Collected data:

============

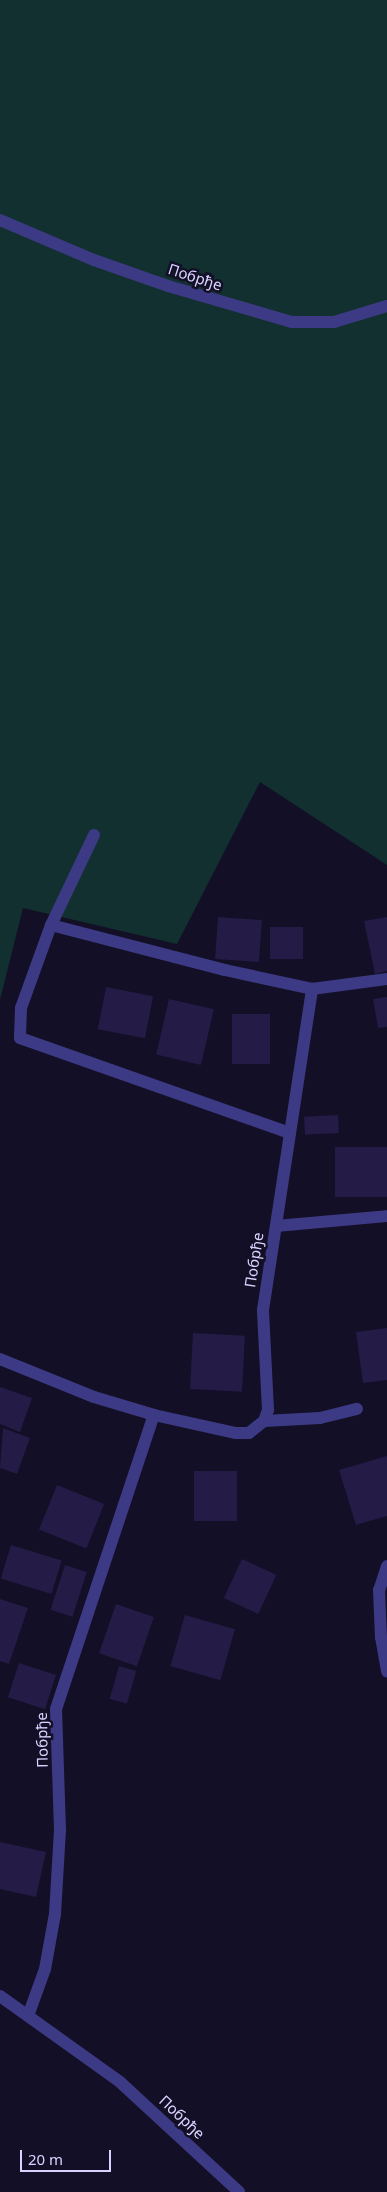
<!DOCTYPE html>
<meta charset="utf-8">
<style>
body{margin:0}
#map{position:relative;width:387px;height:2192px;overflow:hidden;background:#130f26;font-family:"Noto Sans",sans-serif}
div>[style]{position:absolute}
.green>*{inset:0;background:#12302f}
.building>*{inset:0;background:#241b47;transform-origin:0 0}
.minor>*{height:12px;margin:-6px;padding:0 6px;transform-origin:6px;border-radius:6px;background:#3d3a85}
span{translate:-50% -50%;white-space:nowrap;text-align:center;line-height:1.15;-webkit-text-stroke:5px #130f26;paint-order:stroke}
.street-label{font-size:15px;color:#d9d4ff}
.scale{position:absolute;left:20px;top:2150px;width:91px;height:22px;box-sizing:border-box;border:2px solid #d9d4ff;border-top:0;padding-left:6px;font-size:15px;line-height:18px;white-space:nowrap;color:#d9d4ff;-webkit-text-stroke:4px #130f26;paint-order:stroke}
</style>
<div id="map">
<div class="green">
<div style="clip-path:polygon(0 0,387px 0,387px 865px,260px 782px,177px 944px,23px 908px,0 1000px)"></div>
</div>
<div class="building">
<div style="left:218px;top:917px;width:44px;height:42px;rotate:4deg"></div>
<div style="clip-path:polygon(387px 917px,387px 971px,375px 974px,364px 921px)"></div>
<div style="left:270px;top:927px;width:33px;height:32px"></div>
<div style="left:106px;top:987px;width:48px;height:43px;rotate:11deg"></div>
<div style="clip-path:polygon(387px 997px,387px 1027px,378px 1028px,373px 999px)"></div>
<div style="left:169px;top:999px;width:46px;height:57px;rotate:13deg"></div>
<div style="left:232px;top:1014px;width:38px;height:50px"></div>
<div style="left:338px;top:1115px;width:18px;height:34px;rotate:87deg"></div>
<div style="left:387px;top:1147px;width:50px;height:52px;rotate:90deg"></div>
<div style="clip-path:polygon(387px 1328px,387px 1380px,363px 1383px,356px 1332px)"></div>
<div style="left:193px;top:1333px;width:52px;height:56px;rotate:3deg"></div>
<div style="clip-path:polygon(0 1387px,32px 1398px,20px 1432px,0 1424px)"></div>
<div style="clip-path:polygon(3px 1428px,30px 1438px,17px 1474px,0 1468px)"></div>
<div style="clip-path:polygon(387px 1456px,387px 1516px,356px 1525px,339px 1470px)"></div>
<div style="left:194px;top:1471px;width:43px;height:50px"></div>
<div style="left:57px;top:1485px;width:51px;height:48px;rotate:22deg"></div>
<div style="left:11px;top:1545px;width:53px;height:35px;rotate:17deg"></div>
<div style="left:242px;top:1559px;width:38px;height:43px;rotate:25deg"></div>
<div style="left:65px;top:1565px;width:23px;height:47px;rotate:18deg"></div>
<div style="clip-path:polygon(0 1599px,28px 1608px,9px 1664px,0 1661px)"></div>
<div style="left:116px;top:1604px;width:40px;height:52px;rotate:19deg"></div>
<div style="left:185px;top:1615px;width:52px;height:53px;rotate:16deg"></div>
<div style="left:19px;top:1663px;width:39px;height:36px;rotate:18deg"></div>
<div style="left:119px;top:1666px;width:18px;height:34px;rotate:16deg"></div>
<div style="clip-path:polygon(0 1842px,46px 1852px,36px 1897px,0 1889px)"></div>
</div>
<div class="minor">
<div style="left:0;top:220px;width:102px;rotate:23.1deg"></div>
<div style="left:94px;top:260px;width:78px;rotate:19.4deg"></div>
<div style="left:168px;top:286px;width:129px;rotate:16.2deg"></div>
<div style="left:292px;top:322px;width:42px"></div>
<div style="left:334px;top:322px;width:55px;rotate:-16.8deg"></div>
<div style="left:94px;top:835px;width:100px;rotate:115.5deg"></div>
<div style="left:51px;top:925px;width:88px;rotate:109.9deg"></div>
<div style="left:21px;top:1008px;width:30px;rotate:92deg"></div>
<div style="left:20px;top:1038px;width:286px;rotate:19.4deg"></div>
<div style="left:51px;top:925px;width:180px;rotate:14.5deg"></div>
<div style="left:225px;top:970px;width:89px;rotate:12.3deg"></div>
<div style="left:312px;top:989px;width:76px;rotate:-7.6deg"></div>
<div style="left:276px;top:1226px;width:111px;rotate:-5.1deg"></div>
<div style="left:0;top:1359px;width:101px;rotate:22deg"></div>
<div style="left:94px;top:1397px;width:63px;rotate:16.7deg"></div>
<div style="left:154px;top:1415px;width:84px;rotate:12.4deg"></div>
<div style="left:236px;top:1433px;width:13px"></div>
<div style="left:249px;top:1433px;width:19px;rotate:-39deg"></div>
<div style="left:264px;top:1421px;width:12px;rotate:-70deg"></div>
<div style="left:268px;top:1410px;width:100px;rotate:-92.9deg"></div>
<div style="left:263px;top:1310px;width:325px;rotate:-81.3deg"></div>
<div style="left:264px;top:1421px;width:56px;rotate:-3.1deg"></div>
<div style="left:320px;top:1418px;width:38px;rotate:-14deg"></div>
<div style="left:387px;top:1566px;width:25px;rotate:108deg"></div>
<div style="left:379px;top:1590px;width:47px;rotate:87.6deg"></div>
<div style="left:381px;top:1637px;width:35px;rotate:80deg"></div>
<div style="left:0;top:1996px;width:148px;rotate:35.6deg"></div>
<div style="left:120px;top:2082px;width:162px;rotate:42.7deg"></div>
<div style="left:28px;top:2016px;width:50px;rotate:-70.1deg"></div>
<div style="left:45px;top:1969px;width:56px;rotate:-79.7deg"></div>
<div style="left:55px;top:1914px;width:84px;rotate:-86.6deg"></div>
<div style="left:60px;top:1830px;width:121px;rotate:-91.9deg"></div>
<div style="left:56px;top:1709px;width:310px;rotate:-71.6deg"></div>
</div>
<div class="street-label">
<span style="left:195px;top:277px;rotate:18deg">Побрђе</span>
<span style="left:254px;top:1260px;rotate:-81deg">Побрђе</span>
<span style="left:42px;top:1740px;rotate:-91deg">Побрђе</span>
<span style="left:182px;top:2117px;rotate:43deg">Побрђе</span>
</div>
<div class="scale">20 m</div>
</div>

============

WORK REQUEST:
Lines with the string "stroke" in the data above: say how many there are, giving the number alone.

PROBLEM SOLUTION:
2